All the animals were euthanized after an observation period of 60 days. General anesthesia was performed in the operating room in the vivarium under the care of veterinarian Dr. T.F. (CRMV 5549) using acepram, xylazine, and ketamine in the pre-determined doses, followed by an infusion of potassium chloride at a dose of 100 mg/kg intravenously (IV). Respiratory rate (RR) and heart rate (HR) were monitored until they were absent. The animals were removed by a company specializing in biological waste disposal (under the responsibility of GR Environmental Solutions).

2.5. Histopathology

For the histological study of the anatomopathological patterns of the animals, the lesion samples were placed in plastic containers and labeled; they contained 10% paraformaldehyde for 48 h and were sent to the experimental pathological anatomy laboratory at PUCPR to be processed using the paraffin embedding technique, were cut, and were stained.
The histological sections were stained with Sirius Red (Direct Red: Aldrich Chemical Company Inc., Milwaukee, WI, USA) to evaluate the deposition of collagen I (mature) and III (immature) and Hematoxylin and Eosin (HE) (Harris Hematoxylin: NewProv, Cod.

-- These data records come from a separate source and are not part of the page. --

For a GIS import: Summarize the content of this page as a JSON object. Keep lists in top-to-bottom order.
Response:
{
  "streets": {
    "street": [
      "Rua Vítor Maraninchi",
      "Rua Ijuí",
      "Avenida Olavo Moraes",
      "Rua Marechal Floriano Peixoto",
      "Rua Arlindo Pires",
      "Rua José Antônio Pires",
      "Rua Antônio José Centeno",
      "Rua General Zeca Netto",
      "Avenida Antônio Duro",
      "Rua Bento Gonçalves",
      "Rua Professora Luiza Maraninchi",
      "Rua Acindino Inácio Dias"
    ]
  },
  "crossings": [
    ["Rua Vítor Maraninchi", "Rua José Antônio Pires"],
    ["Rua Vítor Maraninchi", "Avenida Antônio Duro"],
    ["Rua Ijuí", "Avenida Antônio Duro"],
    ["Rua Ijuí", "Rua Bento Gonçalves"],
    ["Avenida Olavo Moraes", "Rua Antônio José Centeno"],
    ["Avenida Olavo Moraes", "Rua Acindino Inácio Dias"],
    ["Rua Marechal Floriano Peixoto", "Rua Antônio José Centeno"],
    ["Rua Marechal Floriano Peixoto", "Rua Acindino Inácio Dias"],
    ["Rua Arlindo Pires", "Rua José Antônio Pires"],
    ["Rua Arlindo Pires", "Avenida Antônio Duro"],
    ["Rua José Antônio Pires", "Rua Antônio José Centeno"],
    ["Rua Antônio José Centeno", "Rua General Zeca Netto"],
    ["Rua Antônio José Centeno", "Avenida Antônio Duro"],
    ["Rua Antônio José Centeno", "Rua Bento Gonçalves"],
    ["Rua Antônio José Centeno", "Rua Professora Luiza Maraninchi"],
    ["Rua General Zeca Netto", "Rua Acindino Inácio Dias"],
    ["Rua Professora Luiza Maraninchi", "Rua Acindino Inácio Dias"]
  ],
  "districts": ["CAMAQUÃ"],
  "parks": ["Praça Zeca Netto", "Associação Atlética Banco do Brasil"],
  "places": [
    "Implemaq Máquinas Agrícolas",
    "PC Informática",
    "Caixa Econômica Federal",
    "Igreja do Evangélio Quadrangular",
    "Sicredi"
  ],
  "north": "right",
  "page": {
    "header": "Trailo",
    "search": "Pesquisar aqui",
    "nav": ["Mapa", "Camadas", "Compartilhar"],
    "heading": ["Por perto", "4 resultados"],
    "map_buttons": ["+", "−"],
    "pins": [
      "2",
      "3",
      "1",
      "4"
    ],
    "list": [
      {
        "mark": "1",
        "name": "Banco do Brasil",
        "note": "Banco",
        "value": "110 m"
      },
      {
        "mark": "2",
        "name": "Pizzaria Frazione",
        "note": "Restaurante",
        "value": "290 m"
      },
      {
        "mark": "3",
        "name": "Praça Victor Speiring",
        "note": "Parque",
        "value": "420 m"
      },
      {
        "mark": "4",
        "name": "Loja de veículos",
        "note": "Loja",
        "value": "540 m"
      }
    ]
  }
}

PA203, Paraná, Brazil; Eosin: BIOTEC Reagentes Analíticos, Cod. 4371, Paraná, Brazil) for histological evaluation at the site of the lesion.
The slides were photographed at a magnification 400 (high power field or HPF) under polarized light. The markers were evaluated using Image-Pro Plus 4.5 software (Media Cybernetics, Rockville, MD, USA), where the polarized areas were identified (red for mature collagen I or green for immature collagen III). The collagen I (mature) and III (immature) analysis values were expressed as a percentage per HPF.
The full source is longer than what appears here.